There is something quite poetic about this thread: it is one that a) I started, and b) I didn't start! The said initial posting was one that I placed on the "Meeting Life's Challenges" thread, but it was from there severed by our Moderators and placed at the head of a quite different thread with a title I should never have thought of.

But the poetry is this: my memories of "School" consist of a) being given "made-up" written reports that bore little if any causal connection with reality or me, b) constantly being shifted to different groups for no apparently good reason, c) being entered for examinations that I was expected to Fail only then to Pass them, d) being supplied with references from the Headmaster with a clearly forged signature (albeit a clever fake in each case) on account of the Headmaster's absence, and e) forgetting 90% of everything I had revised within one hour of the termination of each examination.

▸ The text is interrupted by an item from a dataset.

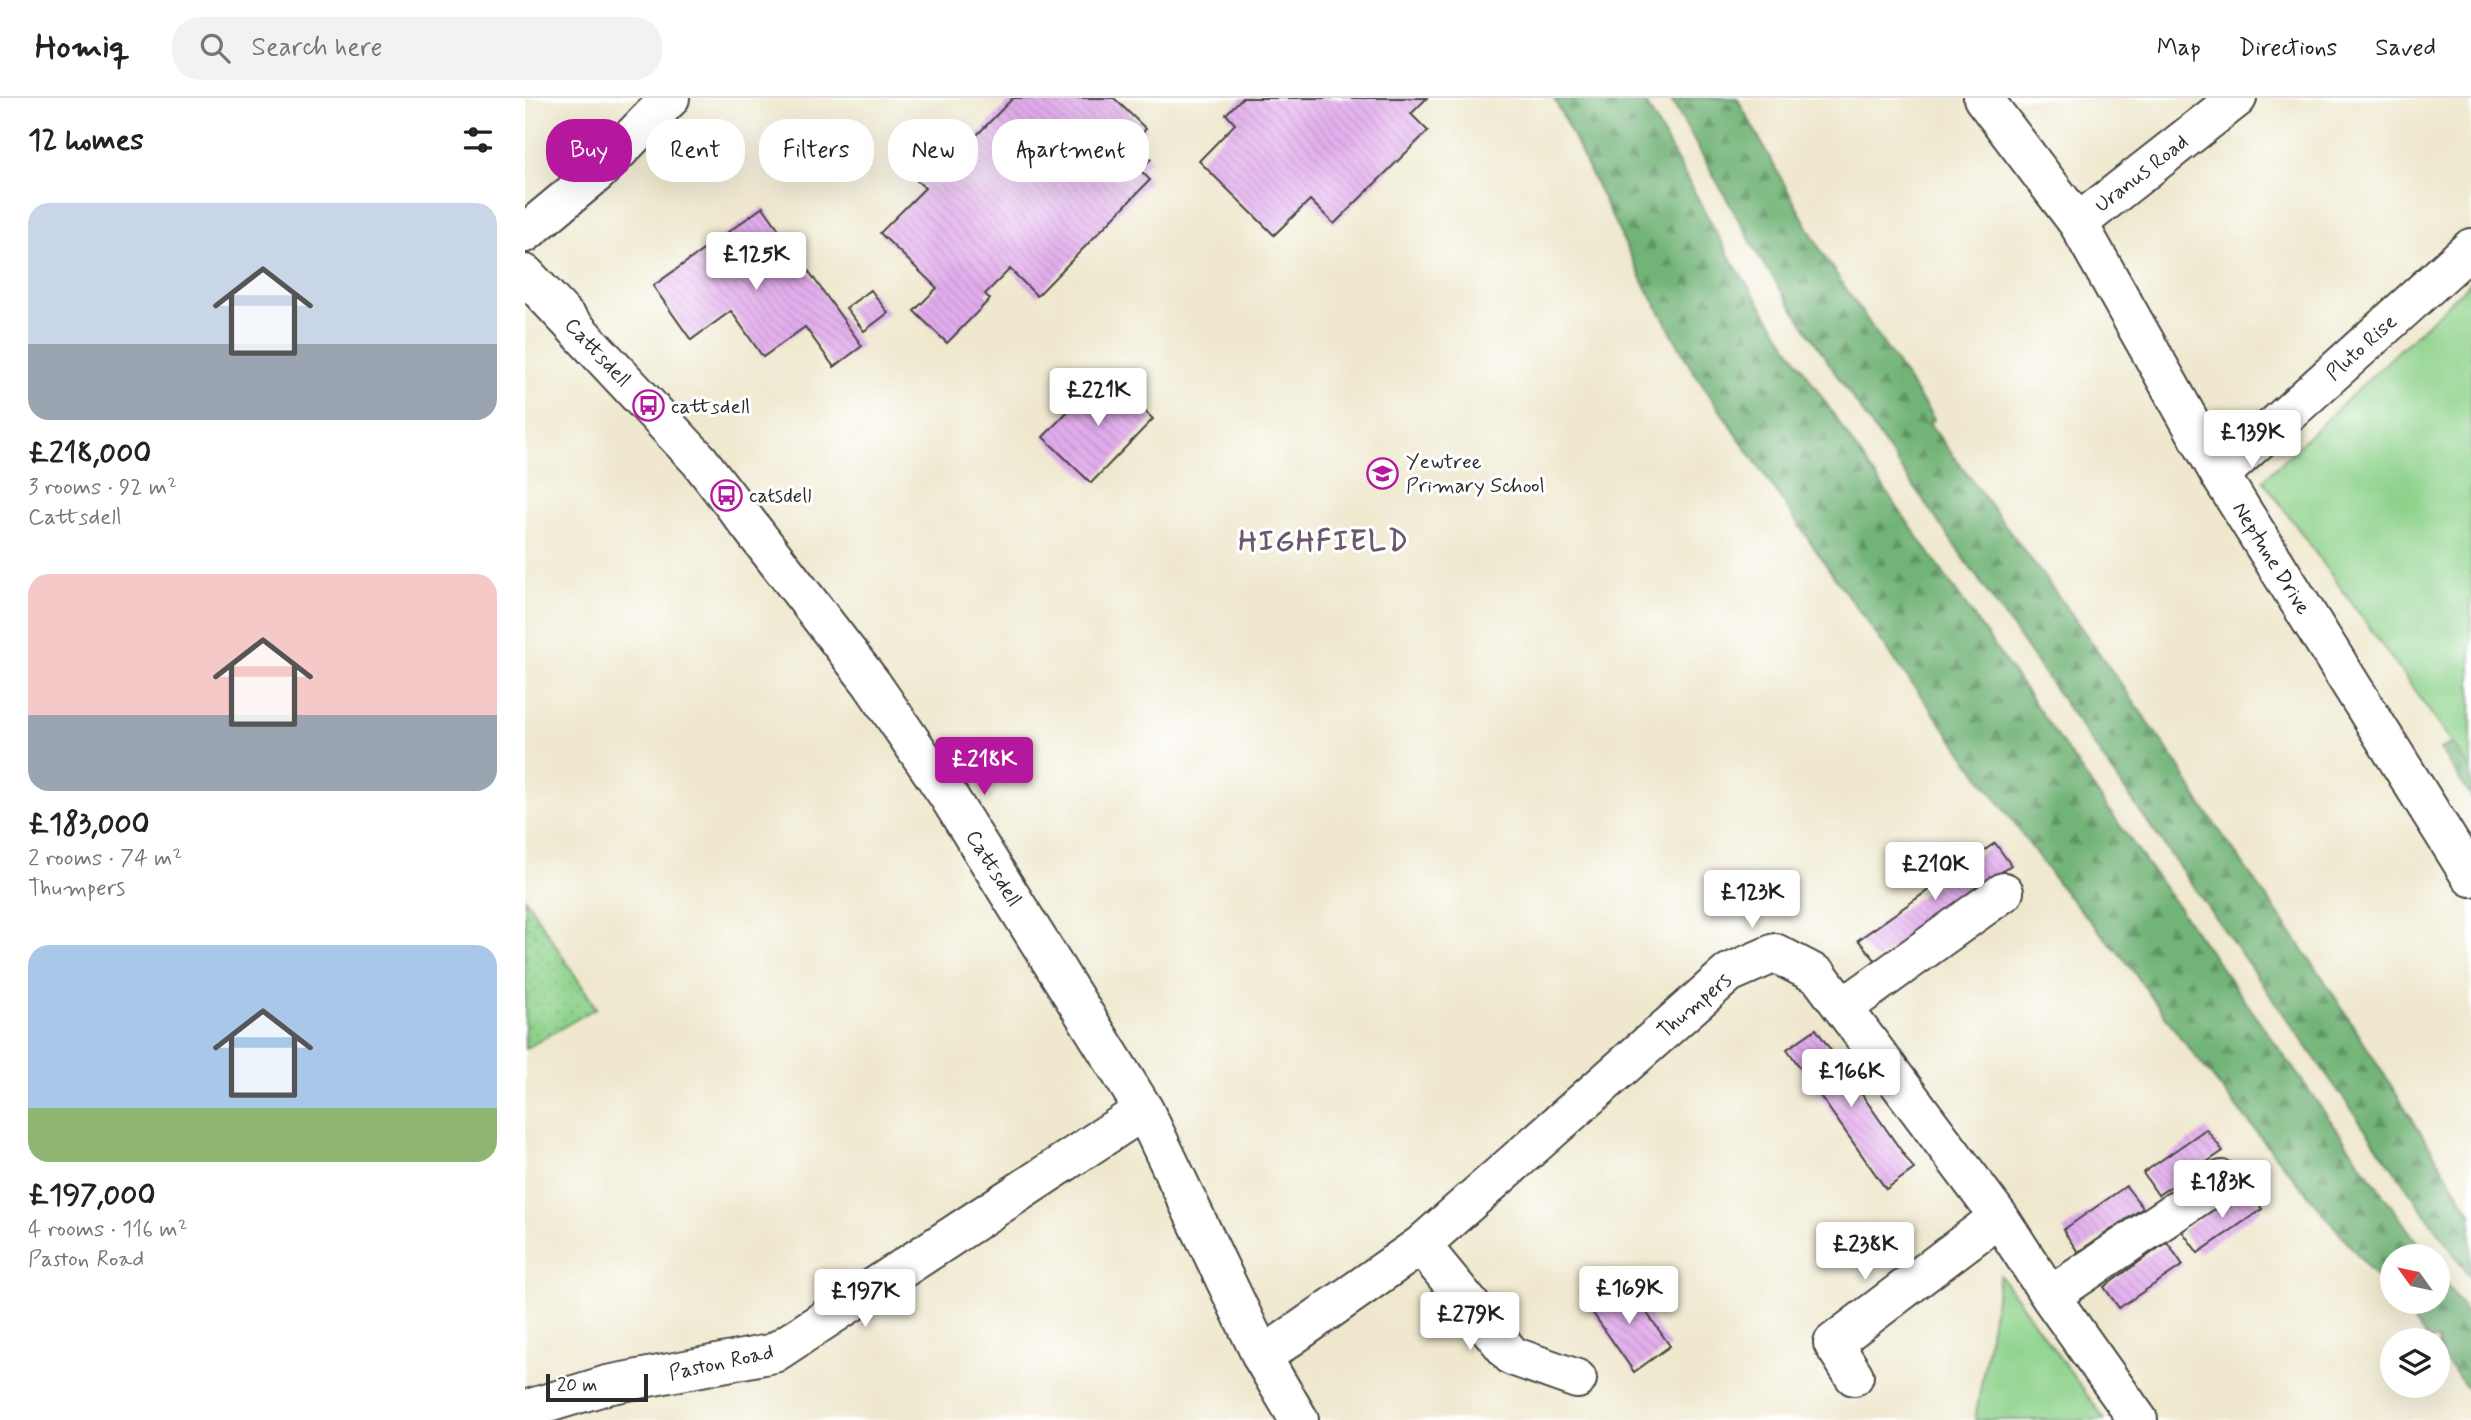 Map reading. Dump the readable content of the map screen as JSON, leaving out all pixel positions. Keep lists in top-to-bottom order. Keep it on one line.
{"streets":{"street":["Uranus Road","Pluto Rise","Cattsdell","Neptune Drive","Thumpers","Paston Road"]},"crossings":[["Uranus Road","Neptune Drive"],["Pluto Rise","Neptune Drive"],["Cattsdell","Thumpers"],["Cattsdell","Paston Road"]],"districts":["HIGHFIELD"],"places":{"bus stop":["cattsdell","catsdell"],"school or university":["Yewtree Primary School"]},"scale_bar":"20 m","north":"top left","page":{"header":"Homiq","search":"Search here","nav":["Map","Directions","Saved"],"heading":"12 homes","chip":["Buy","Rent","Filters","New","Apartment"],"list":[{"name":"£218,000","note":"3 rooms · 92 m² · Cattsdell"},{"name":"£183,000","note":"2 rooms · 74 m² · Thumpers"},{"name":"£197,000","note":"4 rooms · 116 m² · Paston Road"}],"price":["£125K","£221K","£139K","£218K","£210K","£123K","£166K","£183K","£238K","£169K","£197K","£279K"],"scale":"20 m"}}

They still used blackboards though, and I was the chief architect of what became a quite common hoax: I bored out the end of a piece of chalk with a small pen-knife, and placed inside the hole the end of a live match, then carefully infilling the end with chalk dust. This proved extremely effective when the Maths teacher entered the room and started drawing graph lines upon the blackboard. As the chalk ignited, and the teacher dropped it in astonishment, he received a round of applause.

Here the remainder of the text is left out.